An armed boarding steamer (or "armed boarding ship", or "armed boarding vessel") was a merchantman that the British Royal Navy converted to a warship during the First World War. AB steamers or vessels had the role of enforcing wartime blockades by intercepting and boarding foreign vessels. The boarding party would inspect the foreign ship to determine whether to detain the ship and send it into port or permit it to go on its way.
On 28 September 1914 Admiral John Jellicoe, commander-in-chief of the Grand Fleet, sent a telegram in which he pointed out that he did not have enough destroyers available to enforce the blockade. Furthermore, the weather was often too severe for the destroyers. Although Jellicoe did not mention it, after the loss on 22 September of the cruisers HMS Cressy, Aboukir and Hogue, he also did not want large warships making themselves sitting targets for submarines by stopping to examine merchant vessels.

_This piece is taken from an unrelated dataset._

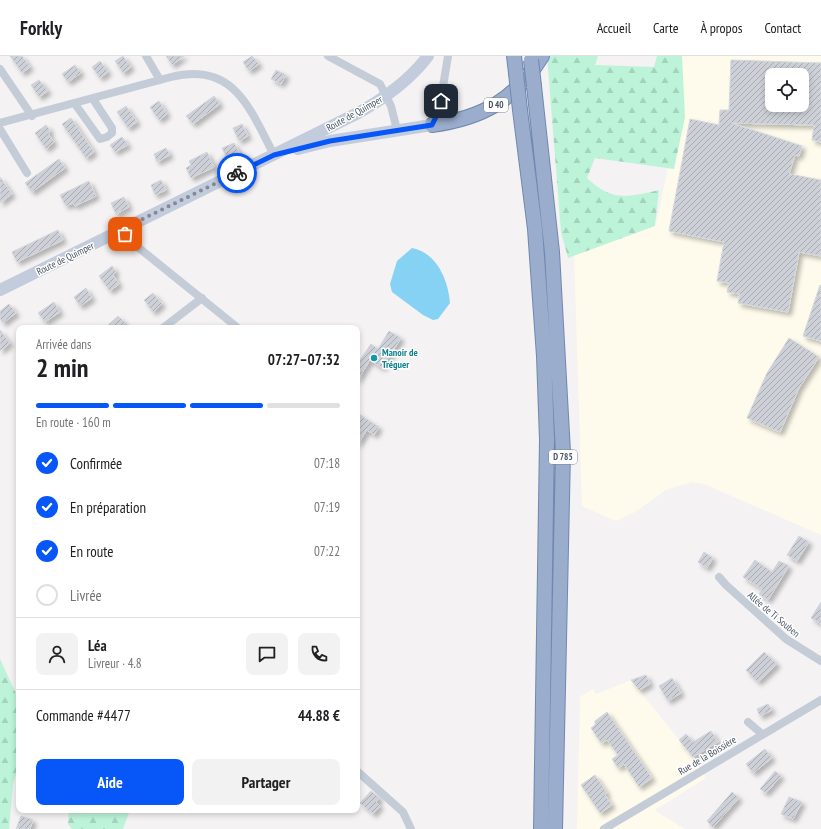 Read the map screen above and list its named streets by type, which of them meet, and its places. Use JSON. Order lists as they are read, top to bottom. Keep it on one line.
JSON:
{"streets":{"highway":["D 40","D 785"],"main road":["Route de Quimper"],"street":["Allée de Ti Souben","Rue de la Boissière"]},"crossings":[["D 40","Route de Quimper"],["D 40","D 785"]],"places":["Manoir de Tréguer"],"page":{"header":"Forkly","nav":["Accueil","Carte","À propos","Contact"],"heading":["2 min","Arrivée dans","07:27–07:32"],"panel":["Léa","Livreur · 4.8","Commande #4477","44.88 €"],"bar":"En route · 160 m","list":[["Confirmée","07:18"],["En préparation","07:19"],["En route","07:22"],"Livrée"],"buttons":["Aide","Partager"]}} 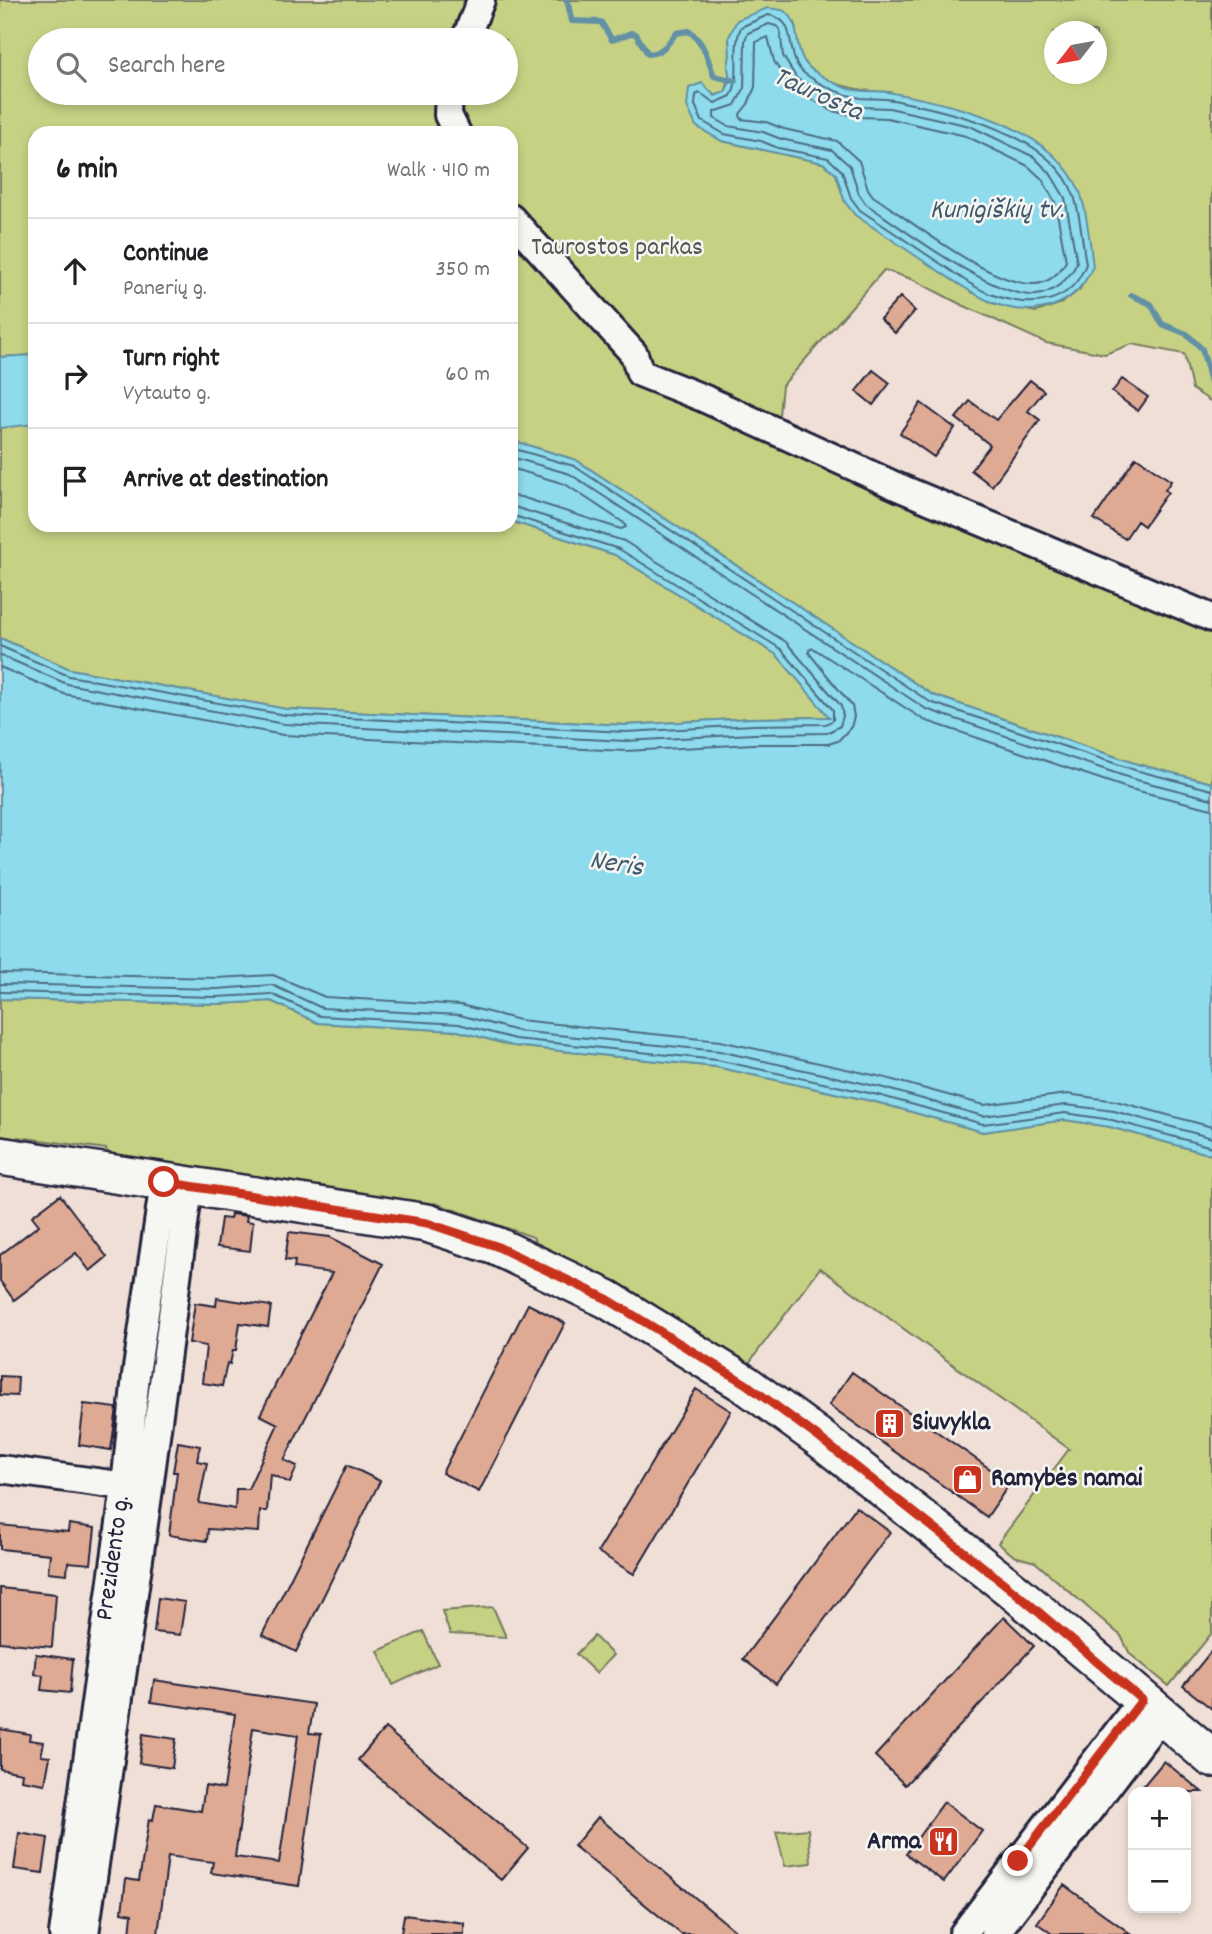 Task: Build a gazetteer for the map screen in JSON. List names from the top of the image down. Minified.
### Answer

The first request was for 12 vessels, all to be capable of 12–14 knots (22–26 km/h; 14–16 mph), be able to carry enough coal for five days at sea, have wireless, and have boats suitable for boarding parties to use. Each armed boarding steamer was to carry two 3-pounder guns (47 mm/L50) and be under the command of an officer from the Royal Navy. These 12 vessels were requisitioned in October and completed by mid to late-November. Other vessels followed.
The Navy found that cross-Channel passenger vessels were particularly suitable because of their large cargo capacity. As experience with the programme increased, the armed boarding vessels received heavier armament. The Royal Navy realized the need for heavier armament after the German auxiliary cruiser SMS Meteor attacked and sank the armed boarding ship HMS Ramsey on 8 August 1915. The navy wanted to arm the boarding ships with some obsolete 14-inch torpedo tubes, and modern 4-inch (100 mm) guns (possibly the BL 4 inch naval gun Mk VII); Meteor had sunk Ramsey using both a torpedo, and gunfire from two 88 mm (3.5-inch) guns.[a]

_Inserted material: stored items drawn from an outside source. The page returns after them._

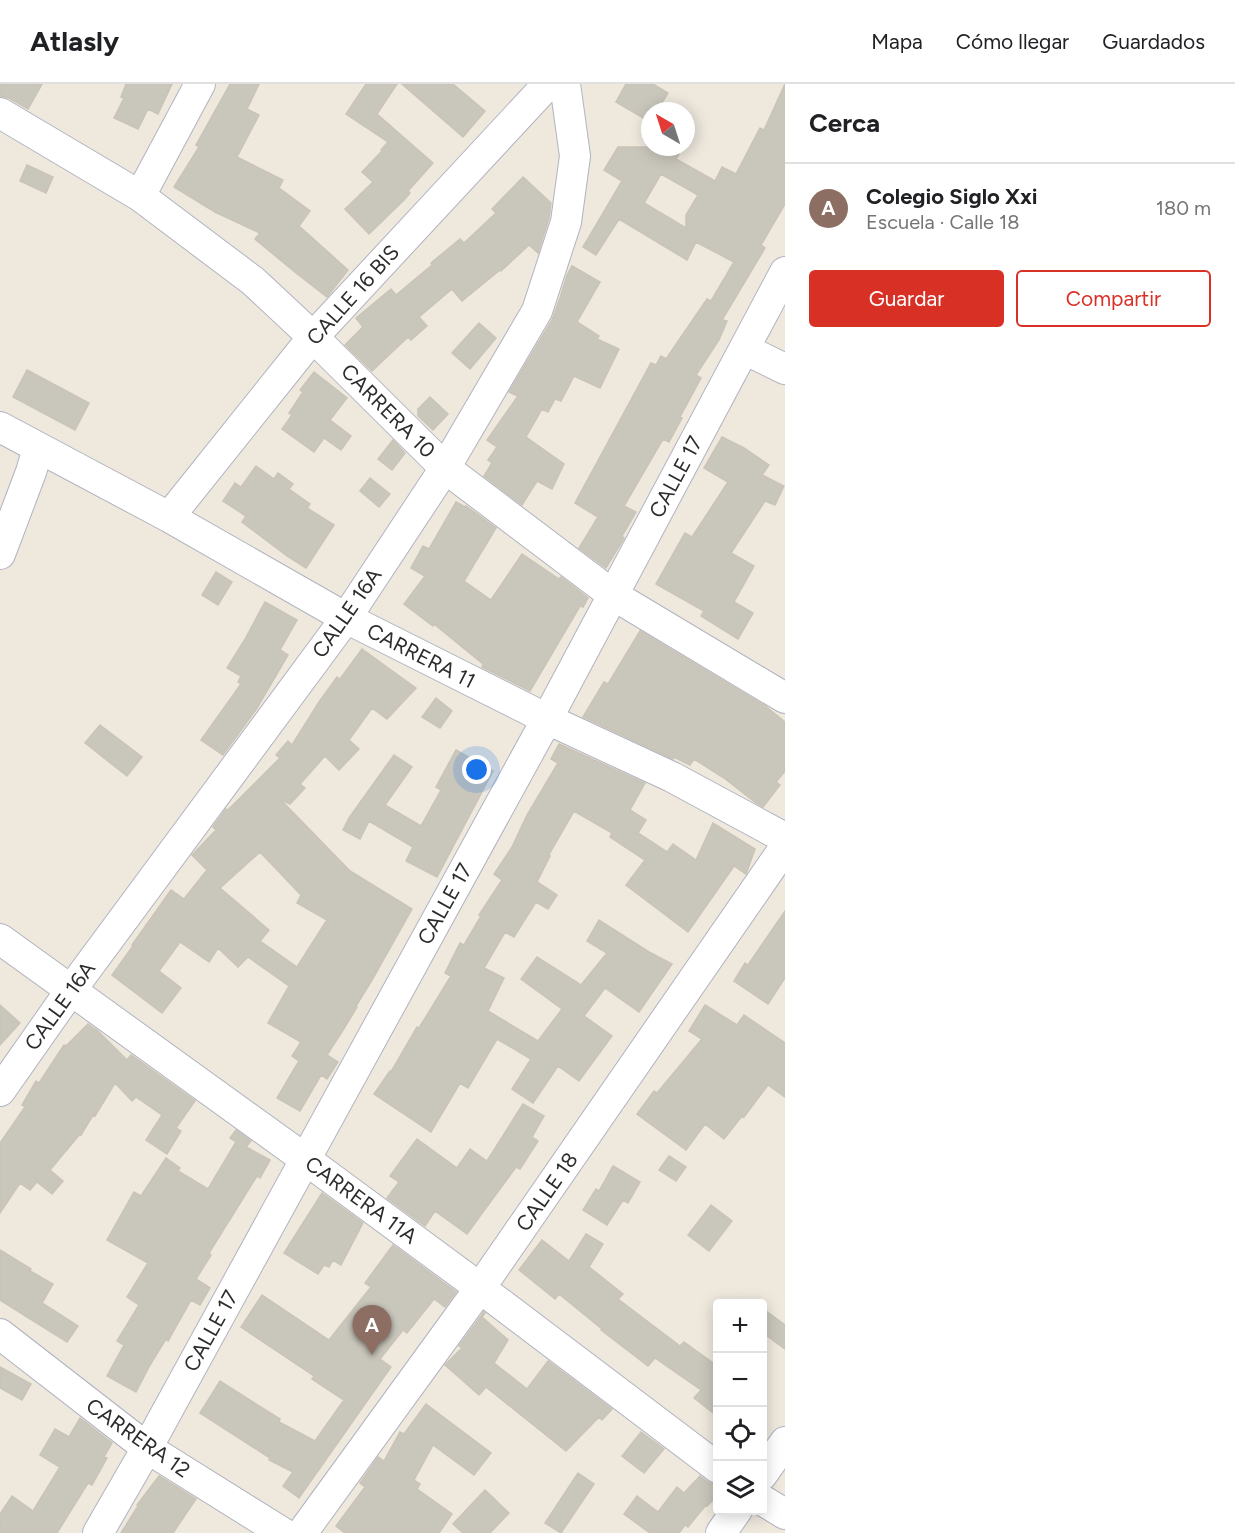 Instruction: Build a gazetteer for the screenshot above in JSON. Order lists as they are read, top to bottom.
{
  "streets": {
    "street": [
      "CALLE 16 BIS",
      "CARRERA 10",
      "CALLE 17",
      "CALLE 16A",
      "CARRERA 11",
      "CALLE 18",
      "CARRERA 11A",
      "CARRERA 12"
    ]
  },
  "crossings": [
    ["CALLE 16 BIS", "CARRERA 10"],
    ["CALLE 16 BIS", "CARRERA 11"],
    ["CARRERA 10", "CALLE 17"],
    ["CARRERA 10", "CALLE 16A"],
    ["CALLE 17", "CARRERA 11"],
    ["CALLE 17", "CARRERA 11A"],
    ["CALLE 17", "CARRERA 12"],
    ["CALLE 16A", "CARRERA 11"],
    ["CALLE 16A", "CARRERA 11A"],
    ["CALLE 18", "CARRERA 11A"]
  ],
  "north": "top left",
  "page": {
    "header": "Atlasly",
    "nav": ["Mapa", "Cómo llegar", "Guardados"],
    "heading": "Cerca",
    "list": [
      {
        "mark": "A",
        "name": "Colegio Siglo Xxi",
        "note": "Escuela · Calle 18",
        "value": "180 m"
      }
    ],
    "buttons": ["Guardar", "Compartir"],
    "map_buttons": ["+", "−"],
    "pins": "A"
  }
}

The Navy pressed the vessels into other roles. Some carried depth charges for anti-submarine duty while escorting convoys. Still others, particularly in the Mediterranean, served as transports. A quarter were lost during active duty in the war; eight sunk by submarines, one by a German auxiliary cruiser, and one by mines. Two went on to serve again in WWII, with one then being lost to bombing.